The unexpected reactions: What’s curious is that, as the news broke, the question of whether or not it was fake came mostly from Trump’s opponents, not the many Covid-19 denialists who support him. “Can it be fake news?” a friend messaged this morning from London, considering whether the announcement was a response to the president trailing in the polls. Could this be Trump trying to say, “‘I will show you how to beat this thing.’ Why not?” she asked. Others hinted at manipulation, asking how and if Trump could use his diagnosis to win or to delay the election. 

A challenge for coronavirus denialists: Conspiracy theorists and Covid-19 denialists faced the problem of squaring the news with their continuous insistence that the virus is a hoax. They rose to the challenge, finding not one, but two ways of arguing the seemingly impossible. 

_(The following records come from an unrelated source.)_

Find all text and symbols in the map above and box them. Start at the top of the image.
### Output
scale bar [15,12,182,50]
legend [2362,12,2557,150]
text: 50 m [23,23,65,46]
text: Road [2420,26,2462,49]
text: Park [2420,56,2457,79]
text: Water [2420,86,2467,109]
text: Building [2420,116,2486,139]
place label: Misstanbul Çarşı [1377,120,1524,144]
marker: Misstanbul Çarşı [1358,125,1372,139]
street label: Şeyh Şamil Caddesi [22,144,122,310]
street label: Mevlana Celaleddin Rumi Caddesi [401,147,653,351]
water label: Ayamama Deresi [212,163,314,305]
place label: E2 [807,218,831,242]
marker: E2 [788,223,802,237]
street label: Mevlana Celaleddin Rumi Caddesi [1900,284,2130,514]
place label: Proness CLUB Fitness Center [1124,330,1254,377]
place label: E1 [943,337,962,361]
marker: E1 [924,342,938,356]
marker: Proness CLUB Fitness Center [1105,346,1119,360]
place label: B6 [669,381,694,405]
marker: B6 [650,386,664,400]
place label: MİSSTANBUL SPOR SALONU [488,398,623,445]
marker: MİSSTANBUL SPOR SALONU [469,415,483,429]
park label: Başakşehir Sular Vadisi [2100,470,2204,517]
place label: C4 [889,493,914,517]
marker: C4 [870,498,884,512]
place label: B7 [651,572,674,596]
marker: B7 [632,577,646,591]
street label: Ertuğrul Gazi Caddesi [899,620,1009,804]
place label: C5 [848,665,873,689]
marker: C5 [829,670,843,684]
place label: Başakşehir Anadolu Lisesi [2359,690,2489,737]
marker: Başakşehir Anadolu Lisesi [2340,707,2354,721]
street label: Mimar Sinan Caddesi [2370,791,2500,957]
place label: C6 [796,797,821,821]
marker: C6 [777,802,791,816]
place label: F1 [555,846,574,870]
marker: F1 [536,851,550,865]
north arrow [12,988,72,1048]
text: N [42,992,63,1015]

  • One take came from QAnon supporters. They took to social media with messages that are difficult to summarize, but author and QAnon researcher Mike Rothschild did a good job on Twitter:  

“QAnon believers are giddy that Trump says he has Covid, because Covid is fake, so Trump is actually pulling a power move on the deep state, who think Covid is real because they created it as a power move on Trump.” 

  • The second, slightly easier to follow, theory was pushed in a thread on thedonald.win  – the site where the r/TheDonald subreddit migrated after it was banned. It concluded that Trump was deliberately infected with a specially engineered and particularly dangerous form of Covid-19 by the deep state. 

“This allows these Trump supporters to maintain their position that the normal Covid-19 is no worse than the flu,” says Coda reporter Gautama Mehta, who spent the morning poking around thedonald.win until the site became inaccessible, presumably owing to a surge in traffic.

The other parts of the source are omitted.